▸ **Work item**: Sort through the entries below and pull out lines containing the word "white".
Records for the task section start
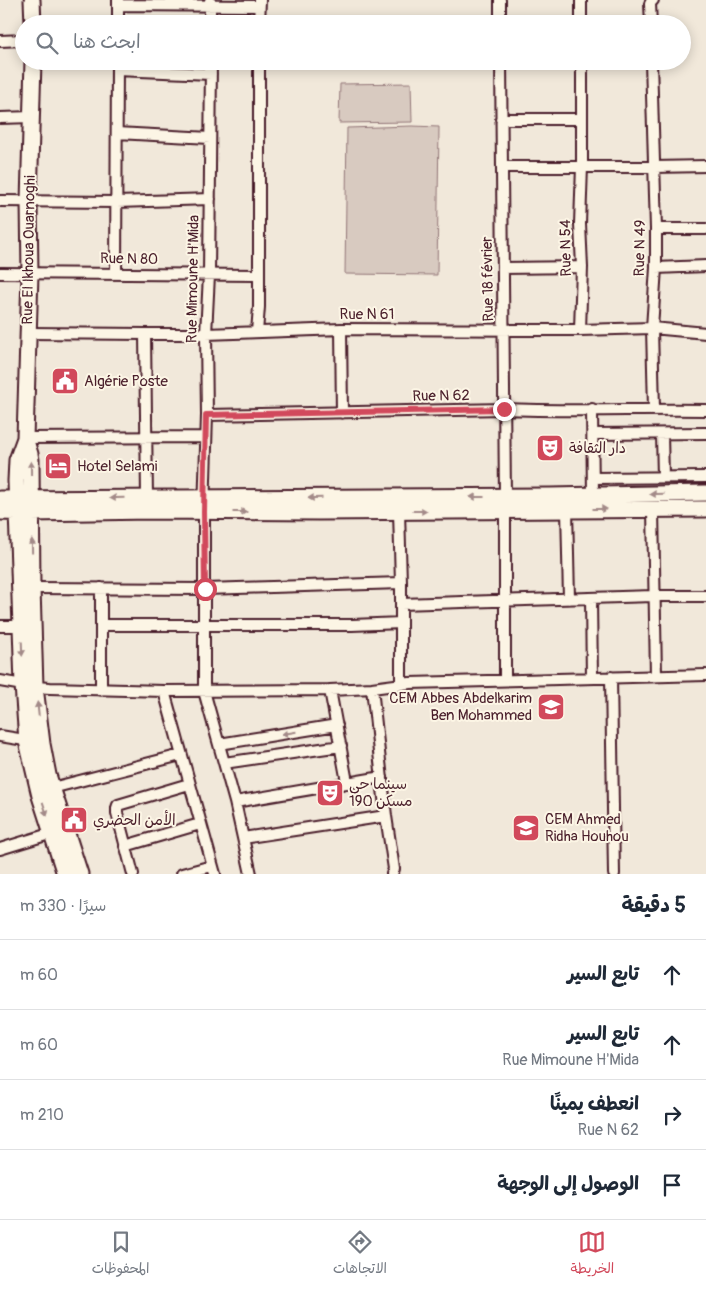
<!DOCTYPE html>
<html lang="ar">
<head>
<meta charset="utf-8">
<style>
  body { margin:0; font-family:Pangolin,"Playpen Sans Arabic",sans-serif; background:#f6f6f7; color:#1f2937; direction:rtl }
  .stop { position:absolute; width:15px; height:15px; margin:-11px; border:4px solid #d1495b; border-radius:50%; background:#fff }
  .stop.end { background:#d1495b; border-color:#fff; box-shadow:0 1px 5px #0008 }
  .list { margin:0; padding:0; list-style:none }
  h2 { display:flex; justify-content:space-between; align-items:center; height:65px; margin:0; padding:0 20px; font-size:21px }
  h2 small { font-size:16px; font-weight:400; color:#747a83 }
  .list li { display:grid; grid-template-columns:32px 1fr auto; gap:15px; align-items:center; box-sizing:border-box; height:70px; padding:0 20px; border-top:1px solid #e0e1e3 }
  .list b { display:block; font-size:19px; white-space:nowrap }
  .list p { margin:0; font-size:16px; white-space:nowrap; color:#747a83 }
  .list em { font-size:16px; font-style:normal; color:#747a83 }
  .icon { flex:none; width:28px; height:28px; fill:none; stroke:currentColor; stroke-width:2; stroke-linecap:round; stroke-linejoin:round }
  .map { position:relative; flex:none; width:706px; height:874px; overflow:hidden; direction:ltr }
  .search { position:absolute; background:#fff; box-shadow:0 2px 12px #0003; left:15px; right:15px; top:15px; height:55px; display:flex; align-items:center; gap:12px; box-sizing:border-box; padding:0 18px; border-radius:28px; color:#747a83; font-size:19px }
  .sheet { height:345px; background:#fff }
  nav { display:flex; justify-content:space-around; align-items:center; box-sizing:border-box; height:70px; border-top:1px solid #e0e1e3; background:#fff; font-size:14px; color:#747a83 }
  nav a { display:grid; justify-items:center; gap:2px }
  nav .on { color:#d1495b }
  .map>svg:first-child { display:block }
</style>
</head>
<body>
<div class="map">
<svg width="706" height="874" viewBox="0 0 706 874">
  <rect width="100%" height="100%" fill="#f1e8da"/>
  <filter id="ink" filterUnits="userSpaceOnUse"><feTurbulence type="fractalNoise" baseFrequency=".02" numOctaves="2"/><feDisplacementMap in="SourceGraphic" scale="10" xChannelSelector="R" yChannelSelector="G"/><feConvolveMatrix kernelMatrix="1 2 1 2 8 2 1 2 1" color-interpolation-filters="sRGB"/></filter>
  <g filter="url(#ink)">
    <path fill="#d8cac0" stroke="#917476" d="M411,83L412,122L339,123L340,84Z
      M412,126L439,127L437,275L345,274L347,128Z"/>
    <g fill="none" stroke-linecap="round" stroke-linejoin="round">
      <g stroke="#4a1f2b" stroke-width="14">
        <path id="street" d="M118,0V24
          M500,0V24
          M581,0V24
          M210,1V24
          M118,5L259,6
          M259,24L260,0
          M651,24L650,4L651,2L653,0
          M0,41L24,40
          M211,61L209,275L206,334L207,415L204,512V691L235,802L251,874
          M501,61L505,497V680
          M651,61L656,229V268L652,328L654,409
          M117,70L211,74
          M0,118L32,117
          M501,119H582
          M117,133L210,138
          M502,167H654L706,166
          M0,201L117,202L210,199
          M656,229H706
          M503,268L582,267
          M656,268L706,266
          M0,273L258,275
          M116,274L117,61
          M341,329L342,413
          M580,330L582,267L580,224L582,166V61
          M257,332L259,307V61
          M28,333L145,334H206L341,329L580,330L652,328L706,333
          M145,334L147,498
          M592,409L593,495
          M207,415L504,409C571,412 639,409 706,410
          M593,434L706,433
          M662,434L663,477
          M25,438L206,437
          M593,478L706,477
          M567,509L569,599
          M653,509L656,676
          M399,511L401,583V684
          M32,588L205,589L401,583
          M591,599L592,678
          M401,604L653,596H706
          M102,625H352L401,623
          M0,626H21
          M611,677L614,874
          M0,681L35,687L50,688L164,691L330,690L372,688L410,683L706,675
          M372,688L386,816L394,869L392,874
          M101,690V588
          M330,690L347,782
          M164,691L215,874
          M0,736L31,741
          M219,744L337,725
          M224,763L341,746
          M52,788L181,755
          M235,802L382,777
          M243,838L386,816
          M125,846L200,824
          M0,849L56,832
          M133,874L117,813V808L118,805L189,784
          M182,874L212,866"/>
      </g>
      <g stroke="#4a1f2b" stroke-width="19">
        <path id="secondary" d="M32,0L33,24
          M33,61L29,201L30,274L25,438L17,460L16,481L23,685L27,741L40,796L65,874
          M25,438L30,454L31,460L32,588L35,687L42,744L48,775L80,874
          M0,499L550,496L706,493
          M0,512L32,513L149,511L319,512L706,509"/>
      </g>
      <use href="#street" stroke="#fcf5e5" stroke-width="10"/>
      <use href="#secondary" stroke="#fcf5e5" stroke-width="15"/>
    </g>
    <defs><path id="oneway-solid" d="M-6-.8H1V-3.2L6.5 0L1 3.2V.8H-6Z" transform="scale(1.25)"/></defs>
    <g fill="#a38a88">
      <use href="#oneway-solid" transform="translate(31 468) rotate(-91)"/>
      <use href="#oneway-solid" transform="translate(657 494) rotate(179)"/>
      <use href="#oneway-solid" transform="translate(477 497) rotate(180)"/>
      <use href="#oneway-solid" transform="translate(117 498) rotate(179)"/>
      <use href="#oneway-solid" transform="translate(315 498) rotate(179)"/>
      <use href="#oneway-solid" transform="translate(600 509)"/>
      <use href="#oneway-solid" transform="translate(420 511)"/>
      <use href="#oneway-solid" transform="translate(240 512)"/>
      <use href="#oneway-solid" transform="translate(32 546) rotate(-91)"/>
      <use href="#oneway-solid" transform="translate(22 649) rotate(88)"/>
      <use href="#oneway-solid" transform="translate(38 709) rotate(-96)"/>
      <use href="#oneway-solid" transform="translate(289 733) rotate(171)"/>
      <use href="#oneway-solid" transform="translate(45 809) rotate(72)"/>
    </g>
  </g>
  <g fill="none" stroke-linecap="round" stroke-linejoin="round" filter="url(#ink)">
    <path stroke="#d1495b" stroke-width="6" d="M205,589L204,512L206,415L504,409"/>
  </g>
  <defs>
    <g id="civic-square" transform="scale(1.4375)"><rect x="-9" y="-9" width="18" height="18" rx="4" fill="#d1495b" stroke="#fcf5e5"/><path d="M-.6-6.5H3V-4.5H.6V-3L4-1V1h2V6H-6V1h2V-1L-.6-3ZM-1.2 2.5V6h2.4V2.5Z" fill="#fff"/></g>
    <g id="theatre-square" transform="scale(1.4375)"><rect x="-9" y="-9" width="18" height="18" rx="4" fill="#d1495b" stroke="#fcf5e5"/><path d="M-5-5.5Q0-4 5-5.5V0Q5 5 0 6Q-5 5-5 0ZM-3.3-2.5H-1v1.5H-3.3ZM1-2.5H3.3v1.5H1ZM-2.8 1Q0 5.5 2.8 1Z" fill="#fff"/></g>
    <g id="hotel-square" transform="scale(1.4375)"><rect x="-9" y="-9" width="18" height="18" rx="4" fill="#d1495b" stroke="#fcf5e5"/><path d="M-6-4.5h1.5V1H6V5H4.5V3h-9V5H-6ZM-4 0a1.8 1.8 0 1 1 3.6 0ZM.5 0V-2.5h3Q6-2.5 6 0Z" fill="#fff"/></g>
    <g id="school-square" transform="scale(1.4375)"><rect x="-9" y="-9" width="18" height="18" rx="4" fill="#d1495b" stroke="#fcf5e5"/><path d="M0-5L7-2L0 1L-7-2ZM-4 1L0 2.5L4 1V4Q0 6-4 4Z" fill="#fff"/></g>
  </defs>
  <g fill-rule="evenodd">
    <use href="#civic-square" x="65" y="381"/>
    <use href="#theatre-square" x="550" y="448"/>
    <use href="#hotel-square" x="58" y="466"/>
    <use href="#school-square" x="551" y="707"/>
    <use href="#theatre-square" x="330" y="793"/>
    <use href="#civic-square" x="74" y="820"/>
    <use href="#school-square" x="526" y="828"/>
  </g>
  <g text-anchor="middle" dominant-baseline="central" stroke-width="4" stroke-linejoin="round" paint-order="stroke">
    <g font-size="15" fill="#4a1f2b" stroke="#fcf5e5">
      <text transform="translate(566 248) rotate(-91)">Rue N 54</text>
      <text transform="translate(640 248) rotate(-89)">Rue N 49</text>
      <text transform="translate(29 250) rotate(-89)">Rue EI Ikhoua Ouarnoghi</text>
      <text transform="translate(129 259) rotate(1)">Rue N 80</text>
      <text transform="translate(193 279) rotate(-89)">Rue Mimoune H'Mida</text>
      <text transform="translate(488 279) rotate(-91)">Rue 18 février</text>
      <text x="367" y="314">Rue N 61</text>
      <text transform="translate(441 396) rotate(-1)">Rue N 62</text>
    </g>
    <g font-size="15" fill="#4a1f2b" stroke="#fcf5e5" text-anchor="start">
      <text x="84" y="381">Algérie Poste</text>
      <text x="569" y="448">دار الثقافة</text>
      <text x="77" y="466">Hotel Selami</text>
      <text x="532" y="698" text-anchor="end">CEM Abbes Abdelkarim<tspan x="532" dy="17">Ben Mohammed</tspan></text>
      <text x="349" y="784">سينما حي<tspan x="349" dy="17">190 مسكن</tspan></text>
      <text x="545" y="819">CEM Ahmed<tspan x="545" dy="17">Ridha Houhou</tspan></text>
      <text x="93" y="820">الأمن الحضري</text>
    </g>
  </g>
</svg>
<div class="stop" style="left:205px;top:589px"></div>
<div class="stop end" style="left:504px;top:409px"></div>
<div class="search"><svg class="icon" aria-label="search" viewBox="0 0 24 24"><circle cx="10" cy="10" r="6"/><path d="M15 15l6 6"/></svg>ابحث هنا</div>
</div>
<section class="sheet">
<h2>5 دقيقة<small>سيرًا · 330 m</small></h2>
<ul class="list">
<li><svg class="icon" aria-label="ahead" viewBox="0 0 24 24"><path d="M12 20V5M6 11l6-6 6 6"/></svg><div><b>تابع السير</b></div><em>60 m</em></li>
<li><svg class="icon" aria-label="ahead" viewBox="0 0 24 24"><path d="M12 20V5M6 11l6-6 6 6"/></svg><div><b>تابع السير</b><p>Rue Mimoune H'Mida</p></div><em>60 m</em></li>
<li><svg class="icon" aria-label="right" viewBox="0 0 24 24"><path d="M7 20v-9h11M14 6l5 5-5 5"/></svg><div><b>انعطف يمينًا</b><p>Rue N 62</p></div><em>210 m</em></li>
<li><svg class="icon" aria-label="arrive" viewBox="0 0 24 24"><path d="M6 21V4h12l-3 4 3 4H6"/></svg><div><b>الوصول إلى الوجهة</b></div></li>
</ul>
</section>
<nav>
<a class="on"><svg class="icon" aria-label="map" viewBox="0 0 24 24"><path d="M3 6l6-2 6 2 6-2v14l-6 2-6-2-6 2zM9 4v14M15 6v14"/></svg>الخريطة</a>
<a><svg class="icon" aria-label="directions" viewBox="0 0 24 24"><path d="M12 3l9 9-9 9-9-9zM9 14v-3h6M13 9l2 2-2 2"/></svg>الاتجاهات</a>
<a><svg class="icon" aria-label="saved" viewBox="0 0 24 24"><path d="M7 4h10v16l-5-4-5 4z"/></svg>المحفوظات</a>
</nav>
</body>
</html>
Records for the task section end
▸ **Solution for this exercise**:
  .list b { display:block; font-size:19px; white-space:nowrap }
  .list p { margin:0; font-size:16px; white-space:nowrap; color:#747a83 }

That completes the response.